TRY IT. If a line in the listing includes the word "image", copy it out.

EXTRACTED DATA.
• • • •

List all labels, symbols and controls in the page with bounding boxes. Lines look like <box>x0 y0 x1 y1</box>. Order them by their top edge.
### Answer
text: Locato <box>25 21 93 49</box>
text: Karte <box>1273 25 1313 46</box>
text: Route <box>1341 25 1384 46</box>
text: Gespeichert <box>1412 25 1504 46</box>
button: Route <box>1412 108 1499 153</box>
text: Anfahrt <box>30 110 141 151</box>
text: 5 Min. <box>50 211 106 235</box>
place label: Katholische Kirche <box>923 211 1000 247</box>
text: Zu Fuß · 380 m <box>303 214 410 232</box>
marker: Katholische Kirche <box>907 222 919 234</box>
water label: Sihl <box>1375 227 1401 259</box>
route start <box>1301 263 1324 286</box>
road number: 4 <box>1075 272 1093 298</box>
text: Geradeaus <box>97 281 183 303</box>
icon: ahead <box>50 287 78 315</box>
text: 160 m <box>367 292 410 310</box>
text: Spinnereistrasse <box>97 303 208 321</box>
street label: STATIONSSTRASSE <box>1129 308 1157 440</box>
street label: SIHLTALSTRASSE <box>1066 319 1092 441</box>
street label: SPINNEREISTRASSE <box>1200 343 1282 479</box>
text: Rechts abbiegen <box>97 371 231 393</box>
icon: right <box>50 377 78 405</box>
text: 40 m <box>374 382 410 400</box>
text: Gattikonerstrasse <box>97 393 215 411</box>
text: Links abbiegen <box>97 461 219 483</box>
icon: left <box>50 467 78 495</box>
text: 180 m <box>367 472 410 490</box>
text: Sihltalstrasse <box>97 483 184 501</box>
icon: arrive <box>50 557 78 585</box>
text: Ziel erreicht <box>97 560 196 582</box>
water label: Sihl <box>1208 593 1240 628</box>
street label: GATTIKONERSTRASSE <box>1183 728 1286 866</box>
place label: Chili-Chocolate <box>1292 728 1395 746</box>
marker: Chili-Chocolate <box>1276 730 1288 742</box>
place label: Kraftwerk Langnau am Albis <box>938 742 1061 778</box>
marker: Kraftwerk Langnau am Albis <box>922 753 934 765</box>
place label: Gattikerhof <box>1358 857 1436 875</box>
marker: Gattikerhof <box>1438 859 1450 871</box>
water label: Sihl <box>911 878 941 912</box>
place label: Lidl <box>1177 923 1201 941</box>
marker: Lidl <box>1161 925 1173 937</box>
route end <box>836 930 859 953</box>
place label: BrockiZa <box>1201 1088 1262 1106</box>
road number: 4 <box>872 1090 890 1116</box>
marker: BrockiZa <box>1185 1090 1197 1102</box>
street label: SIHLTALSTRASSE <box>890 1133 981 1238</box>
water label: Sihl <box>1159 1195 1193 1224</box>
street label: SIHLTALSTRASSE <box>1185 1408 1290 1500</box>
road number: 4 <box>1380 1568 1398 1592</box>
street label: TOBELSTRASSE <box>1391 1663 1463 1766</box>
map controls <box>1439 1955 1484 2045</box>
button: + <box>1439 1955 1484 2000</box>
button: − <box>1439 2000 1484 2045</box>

• • • •

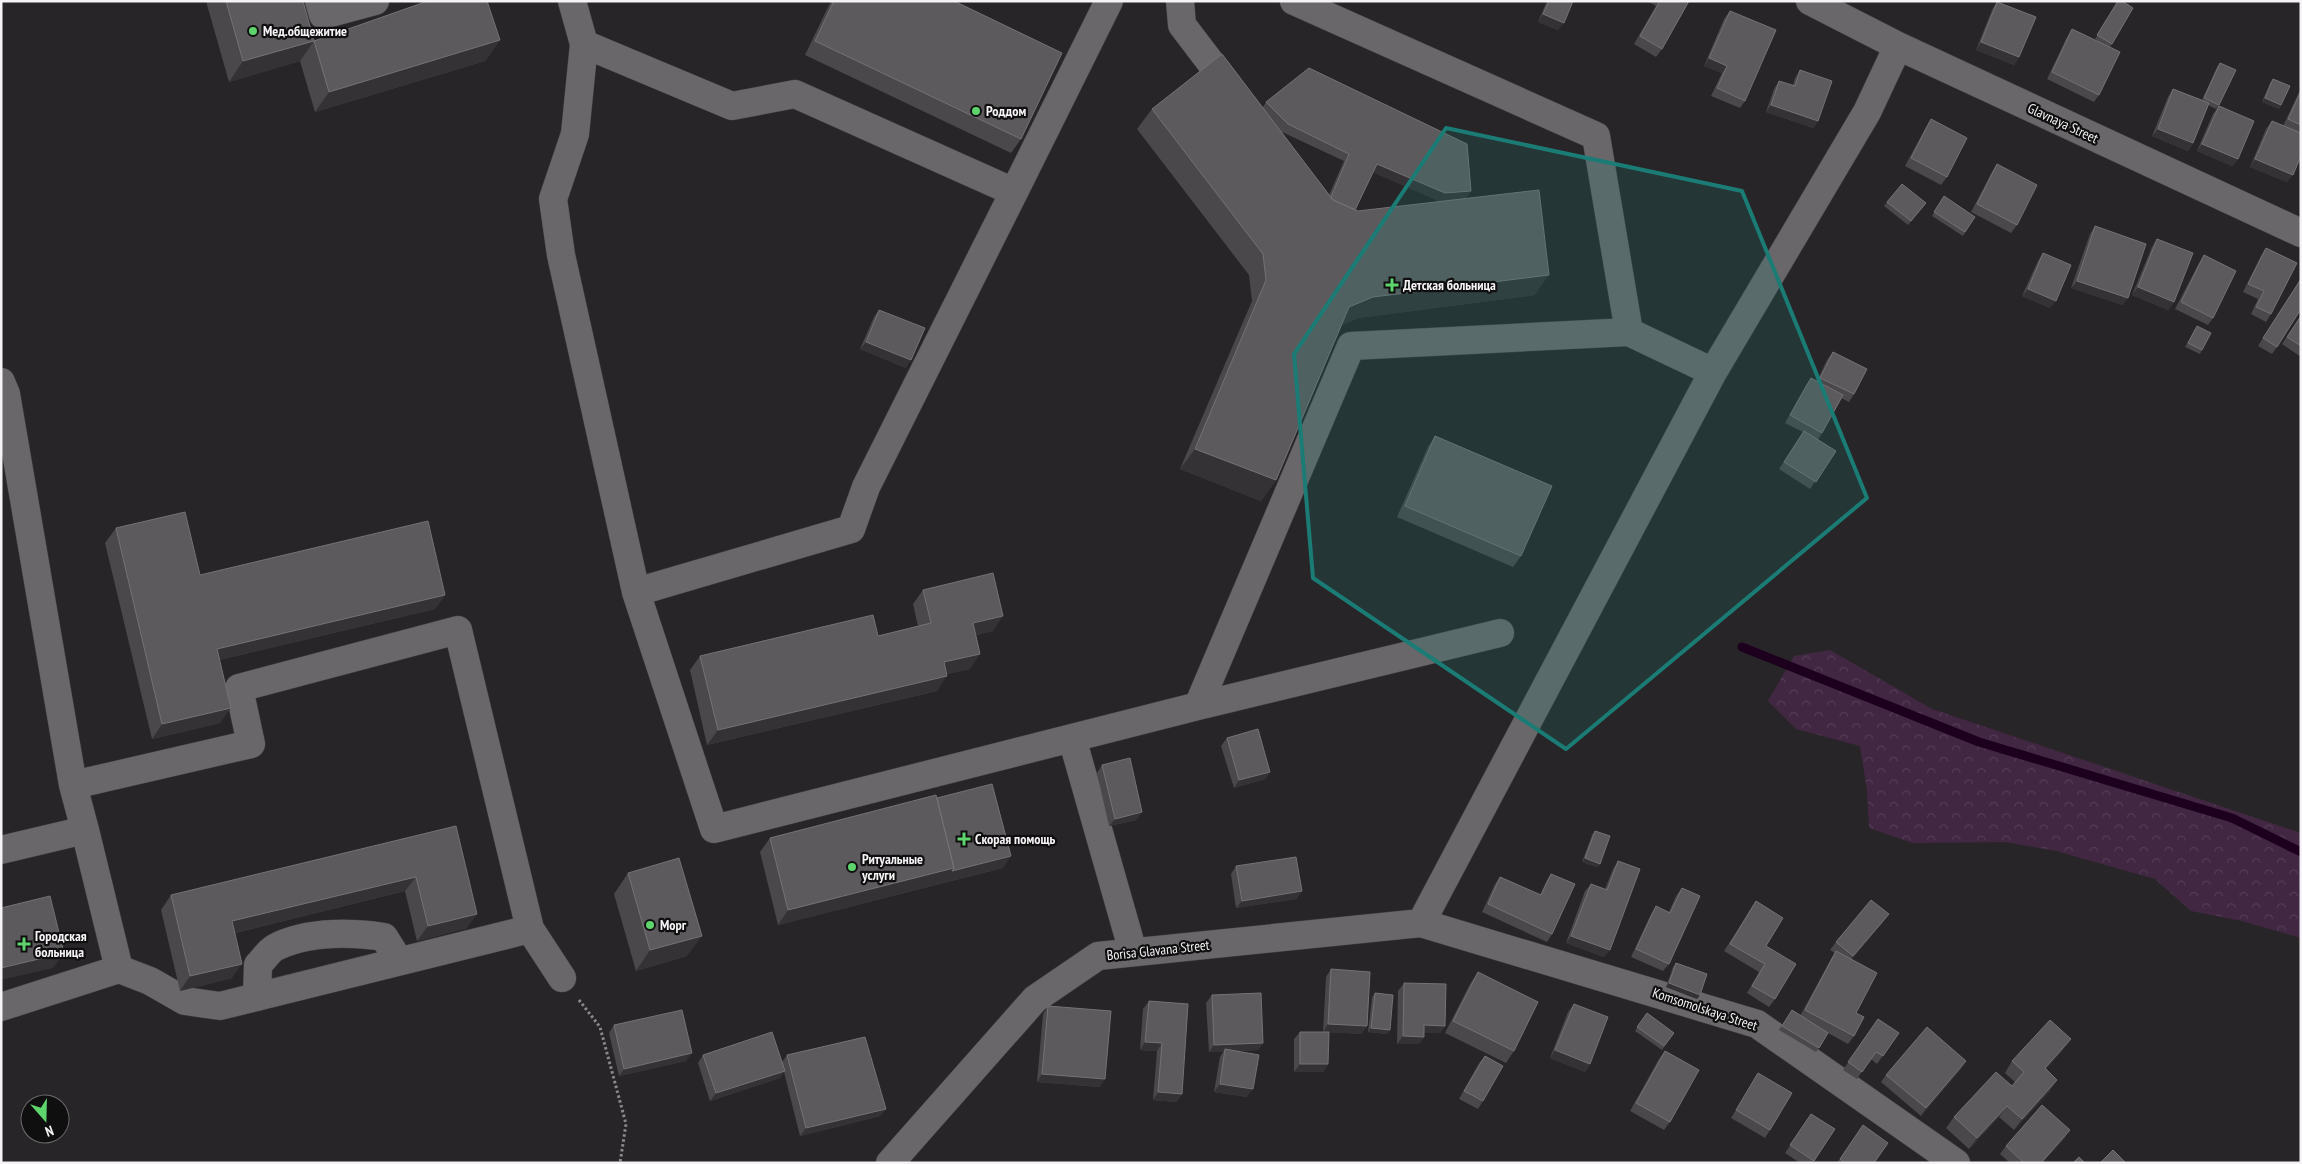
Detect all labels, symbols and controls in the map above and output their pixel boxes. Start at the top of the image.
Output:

• • • •

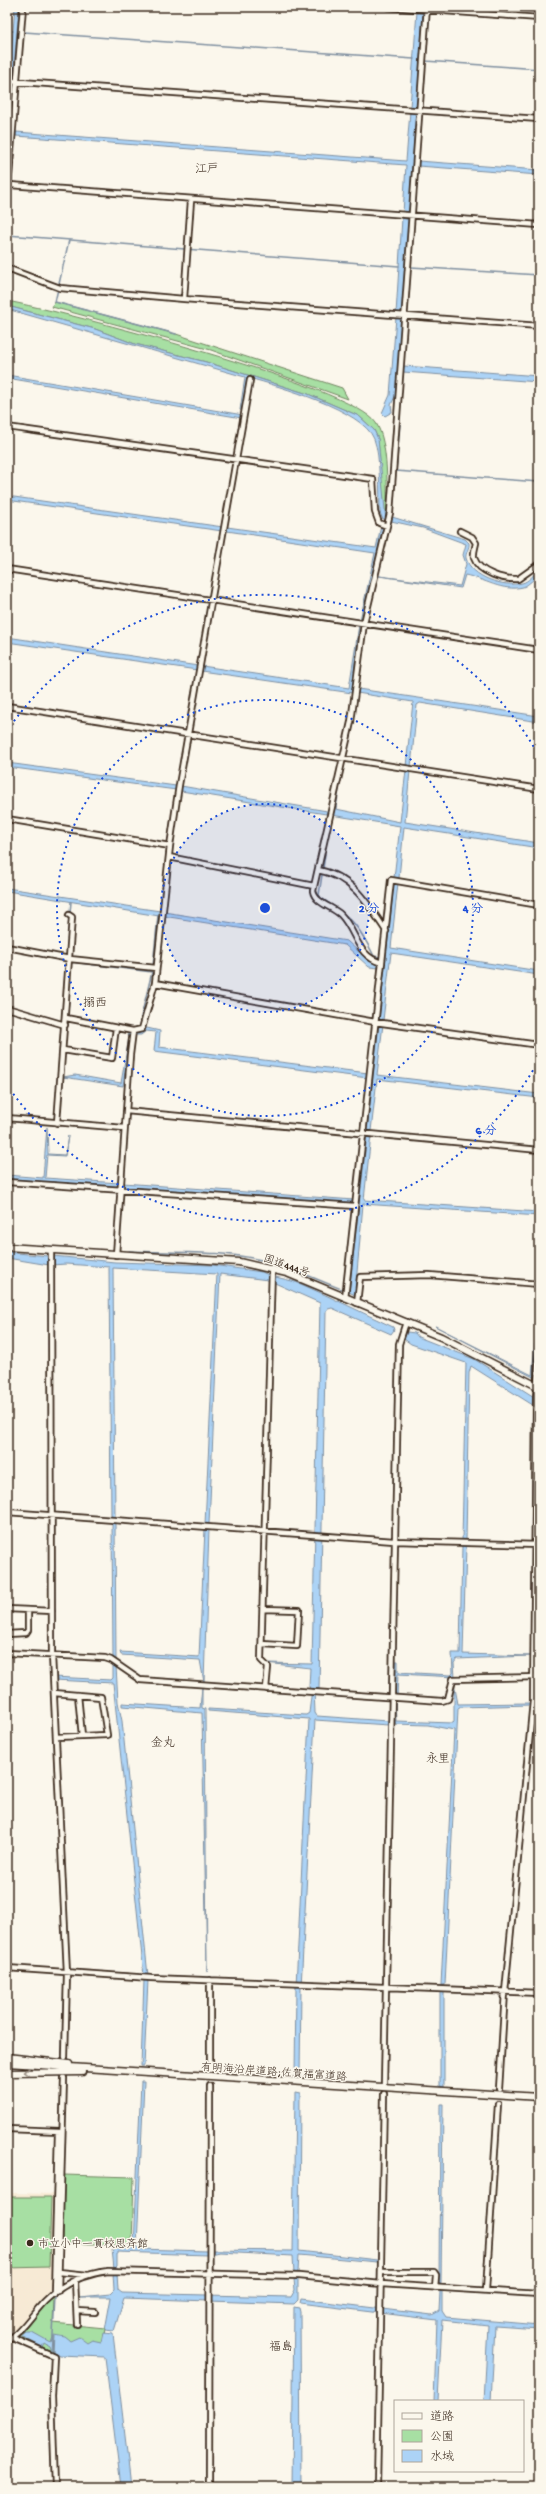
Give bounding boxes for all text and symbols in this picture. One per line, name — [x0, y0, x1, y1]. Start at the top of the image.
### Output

• • • •

SOLUTION TO THE PROBLEM.
Detect all labels, symbols and controls in the map above and output their pixel boxes. Start at the top of the image.
Give bounding boxes for all text and symbols in this picture. One per line, name — [x0, y0, x1, y1]. Start at the top of the image.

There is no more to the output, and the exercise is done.